[MATERIAL TO PROCESS Boundary: Start]

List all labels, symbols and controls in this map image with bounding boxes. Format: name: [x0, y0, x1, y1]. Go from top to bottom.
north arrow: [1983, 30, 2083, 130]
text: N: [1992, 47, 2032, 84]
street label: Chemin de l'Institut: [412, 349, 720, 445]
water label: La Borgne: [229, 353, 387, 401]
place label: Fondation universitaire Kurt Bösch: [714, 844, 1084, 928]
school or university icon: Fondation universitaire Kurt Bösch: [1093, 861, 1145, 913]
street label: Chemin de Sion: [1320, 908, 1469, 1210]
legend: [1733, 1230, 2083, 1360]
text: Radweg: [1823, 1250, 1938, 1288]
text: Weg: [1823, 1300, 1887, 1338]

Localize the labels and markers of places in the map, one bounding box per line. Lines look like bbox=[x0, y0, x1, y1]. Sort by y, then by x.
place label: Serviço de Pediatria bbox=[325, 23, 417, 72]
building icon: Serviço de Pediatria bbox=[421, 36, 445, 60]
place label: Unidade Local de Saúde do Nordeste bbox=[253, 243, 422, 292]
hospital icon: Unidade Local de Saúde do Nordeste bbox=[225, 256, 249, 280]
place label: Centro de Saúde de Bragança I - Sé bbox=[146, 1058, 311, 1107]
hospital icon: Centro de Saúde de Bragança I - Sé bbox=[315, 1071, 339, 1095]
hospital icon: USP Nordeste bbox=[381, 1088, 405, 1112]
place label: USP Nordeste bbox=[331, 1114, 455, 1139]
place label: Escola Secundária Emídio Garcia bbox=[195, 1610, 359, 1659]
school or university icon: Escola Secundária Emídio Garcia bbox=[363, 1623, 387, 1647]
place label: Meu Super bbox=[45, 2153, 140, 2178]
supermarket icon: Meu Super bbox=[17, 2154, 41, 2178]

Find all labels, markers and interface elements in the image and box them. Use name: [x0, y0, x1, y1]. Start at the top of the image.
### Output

[MATERIAL TO PROCESS Boundary: End]

# DESCRIPTION OF THE TASK
The data should be copied out in full, exactly as it reads.

# TASK OUTPUT
List all labels, symbols and controls in this map image with bounding boxes. Format: name: [x0, y0, x1, y1]. Go from top to bottom.
north arrow: [1983, 30, 2083, 130]
text: N: [1992, 47, 2032, 84]
street label: Chemin de l'Institut: [412, 349, 720, 445]
water label: La Borgne: [229, 353, 387, 401]
place label: Fondation universitaire Kurt Bösch: [714, 844, 1084, 928]
school or university icon: Fondation universitaire Kurt Bösch: [1093, 861, 1145, 913]
street label: Chemin de Sion: [1320, 908, 1469, 1210]
legend: [1733, 1230, 2083, 1360]
text: Radweg: [1823, 1250, 1938, 1288]
text: Weg: [1823, 1300, 1887, 1338]

Localize the labels and markers of places in the map, one bounding box per line. Lines look like bbox=[x0, y0, x1, y1]. Sort by y, then by x.
place label: Serviço de Pediatria bbox=[325, 23, 417, 72]
building icon: Serviço de Pediatria bbox=[421, 36, 445, 60]
place label: Unidade Local de Saúde do Nordeste bbox=[253, 243, 422, 292]
hospital icon: Unidade Local de Saúde do Nordeste bbox=[225, 256, 249, 280]
place label: Centro de Saúde de Bragança I - Sé bbox=[146, 1058, 311, 1107]
hospital icon: Centro de Saúde de Bragança I - Sé bbox=[315, 1071, 339, 1095]
hospital icon: USP Nordeste bbox=[381, 1088, 405, 1112]
place label: USP Nordeste bbox=[331, 1114, 455, 1139]
place label: Escola Secundária Emídio Garcia bbox=[195, 1610, 359, 1659]
school or university icon: Escola Secundária Emídio Garcia bbox=[363, 1623, 387, 1647]
place label: Meu Super bbox=[45, 2153, 140, 2178]
supermarket icon: Meu Super bbox=[17, 2154, 41, 2178]

Find all labels, markers and interface elements in the image and box them. Use name: [x0, y0, x1, y1]. Start at the top of the image.
### Output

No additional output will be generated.